Por: Fernando Molica

Não é a chuva que mata

Chuva causou mais danos em áreas pobres | Foto: Divulgação/Comlurb

Diante da nova versão de uma repetitiva e previsível tragédia, vale ressaltar que, com as devidas exceções, não é chuva que mata. Em caso de temporais, as pessoas costumam morrer porque a encosta precária veio abaixo, o rio assoreado transbordou, a casa em área de risco foi alagada. De um modo geral, assim como no caso de vítimas da violência, morrem os pobres — e isso não é por acaso.

A chuva é democrática, seus alvos mudam de acordo com as condições atmosféricas, mas é derramada sem preconceitos sociais: um dia cai mais no rico Leblon; no outro, na favela de Acari. O problema não é o aguaceiro que chega do céu, mas o caminho dele na Terra.

Assim como as diferentes consequências de terremotos no Haiti e no Japão, os danos causados pela chuva variam de acordo com as condições de habitação de cada área. As imagens que registram os locais onde houve mais mortos são repetitivas, mostram feridas nos morros, o lamaçal que se acumula aos seus pés, a pobreza das habitações. 

Assim como outras revoltas da natureza, os temporais costumam ressaltar o que já é ruim e precário, o que não deveria ser considerado normal nem mesmo em condições ideais de temperatura e pressão.

Há algumas décadas, o jornalista e ex-dirigente comunista João Saldanha, pressionado a se candidatar à prefeitura carioca, recusou o convite. Disse que não tinha terno preto e, portanto, não teria como se vestir adequadamente nos sucessivos enterros de moradores de favelas mortos em temporais.

A chegada da alvenaria aos morros tornou as casas mais resistentes, diminuiu o impacto de algumas intempéries, mas o problema continua. A frase "Perdi tudo", tão comum nas reportagens de TV depois de tragédias como a do último fim de semana, sai quase sempre de bocas emolduradas por rostos negros e marcados pela pobreza.

São os pobres que moram em áreas de risco, em pirambeiras ou diante de valões, à beira de rios transformados em dutos de esgotos, em vias com arruamento precário. O descaso com as cidades é antigo: rios canalizados sem que se levasse em conta o aumento de volume causado pela chuva são comuns também em São Paulo e Belo Horizonte.

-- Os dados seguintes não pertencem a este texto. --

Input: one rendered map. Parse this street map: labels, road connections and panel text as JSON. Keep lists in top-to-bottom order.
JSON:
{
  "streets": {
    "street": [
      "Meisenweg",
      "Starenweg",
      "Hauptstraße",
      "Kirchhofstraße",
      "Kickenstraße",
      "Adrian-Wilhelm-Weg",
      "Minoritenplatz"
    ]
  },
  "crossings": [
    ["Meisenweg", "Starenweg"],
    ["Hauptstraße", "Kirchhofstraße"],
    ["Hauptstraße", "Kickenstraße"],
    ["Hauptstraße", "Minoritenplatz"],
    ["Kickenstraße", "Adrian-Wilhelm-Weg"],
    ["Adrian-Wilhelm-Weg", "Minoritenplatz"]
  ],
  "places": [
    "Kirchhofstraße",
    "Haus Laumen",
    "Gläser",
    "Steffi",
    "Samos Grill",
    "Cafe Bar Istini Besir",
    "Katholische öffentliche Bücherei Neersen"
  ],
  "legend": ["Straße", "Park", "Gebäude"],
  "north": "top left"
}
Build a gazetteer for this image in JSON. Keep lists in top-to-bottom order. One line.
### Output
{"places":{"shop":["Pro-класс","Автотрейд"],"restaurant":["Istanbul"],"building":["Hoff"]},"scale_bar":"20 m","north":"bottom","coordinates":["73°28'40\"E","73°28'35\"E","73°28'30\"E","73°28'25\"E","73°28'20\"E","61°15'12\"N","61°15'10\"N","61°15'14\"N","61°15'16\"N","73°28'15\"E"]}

A construção de nossas cidades ocorreu de maneira similar às invasões dos colonizadores e como as hoje se repetem em florestas e no cerrado. O importante era conquistar espaços, retirar obstáculos (aí incluída a população local) e tentar domar a natureza.

Deu no que deu, no que dá. Com o tempo, os mais ricos se afastaram de áreas perigosas e o poder público tratou de investir em bairros mais ricos: basta comparar uma rua do Leblon ou Ipanema com outra de Bangu ou Campo Grande. O IPTU foi, ao longo do tempo, sendo transformado num imposto para aumentar diferenças , não para diminuí-las — como de resto funciona toda a lógica tributária brasileira.

Volta e meia, bairros mais elegantes da Zona Sul carioca ficam alagados depois de uma chuva forte. Mas, neles, são raras as notícias de mortes.

Virou lugar-comum na política brasileira dizer que governantes investem pouco em saneamento porque as tubulações ficam enterradas, não aparecem como túneis e viadutos. A conclusão é razoável, mas incompleta. O motivo principal é que esse tipo de obra favorece principalmente a população mais pobre, que costuma ser esquecida depois das eleições.